The world feels bleak lately. No one’s excited about anything. Money’s vacuumed upward, drug overdoses and murder are skyrocketing, and for the first time in American history, our President is legally considered dead. But don’t tell anyone I told you that because I’m not allowed to know something that isn’t true that I don’t know anyway, besides—I have something juicier than that. I know #MeToo has pretty much wound down, and we’re done getting people fired over bad dates and tweets from 2011, but my husband hasn’t cooked for me in 18 months and I’m cranky. I want din-din: veggies, tofu, nuggies (pork, of course), pasta, seven different kinds of mayo. I need to get fat for winter season when I used to lay eggs but now layabout in the French manner (as I call it).

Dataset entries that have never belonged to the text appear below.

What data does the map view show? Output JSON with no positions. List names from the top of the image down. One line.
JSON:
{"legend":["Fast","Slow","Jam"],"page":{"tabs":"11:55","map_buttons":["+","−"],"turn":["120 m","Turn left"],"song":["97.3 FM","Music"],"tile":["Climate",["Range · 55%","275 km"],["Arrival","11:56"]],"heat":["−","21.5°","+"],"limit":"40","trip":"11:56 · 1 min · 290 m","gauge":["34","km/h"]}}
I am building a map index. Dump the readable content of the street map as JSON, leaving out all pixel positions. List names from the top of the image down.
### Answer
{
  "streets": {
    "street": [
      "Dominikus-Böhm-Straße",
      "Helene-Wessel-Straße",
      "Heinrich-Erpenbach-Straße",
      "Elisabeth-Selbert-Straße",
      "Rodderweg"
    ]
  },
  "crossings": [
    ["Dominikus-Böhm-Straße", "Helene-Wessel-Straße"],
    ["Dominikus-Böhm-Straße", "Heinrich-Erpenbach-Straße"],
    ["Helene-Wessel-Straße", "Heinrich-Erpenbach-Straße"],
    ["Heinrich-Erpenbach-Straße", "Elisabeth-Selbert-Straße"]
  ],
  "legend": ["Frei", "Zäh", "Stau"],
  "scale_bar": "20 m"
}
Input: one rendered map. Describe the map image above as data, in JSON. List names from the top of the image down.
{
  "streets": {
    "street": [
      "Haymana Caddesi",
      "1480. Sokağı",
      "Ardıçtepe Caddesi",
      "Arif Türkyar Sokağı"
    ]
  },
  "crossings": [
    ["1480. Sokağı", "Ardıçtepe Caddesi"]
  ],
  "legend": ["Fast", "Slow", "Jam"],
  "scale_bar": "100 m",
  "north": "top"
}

My husband doesn’t like any of this, so I’m going to expose him as the killer of a young white child in the Bronx in 1987. You may be thinking of Tom Wolfe’s novel The Bonfire of the Vanities, but I’m not. That book was a horrible reminder all year of what we got away with: true murder, a hit and run that went unnoticed, un-investigated, not cared for by anyone. We’re not even sure if we hit a human child. Well, actually, Roo is pretty confident: judging by his PTSD, he really did see a dead white boy that early morning uptown. “My son, my son… what have ye done…” I had no idea my husband could affect an Irish accent, let alone mimic the cadences of a priest in grief, but I was in shock myself. By that point, I’d only killed seven children in my life, only three of whom deserved it.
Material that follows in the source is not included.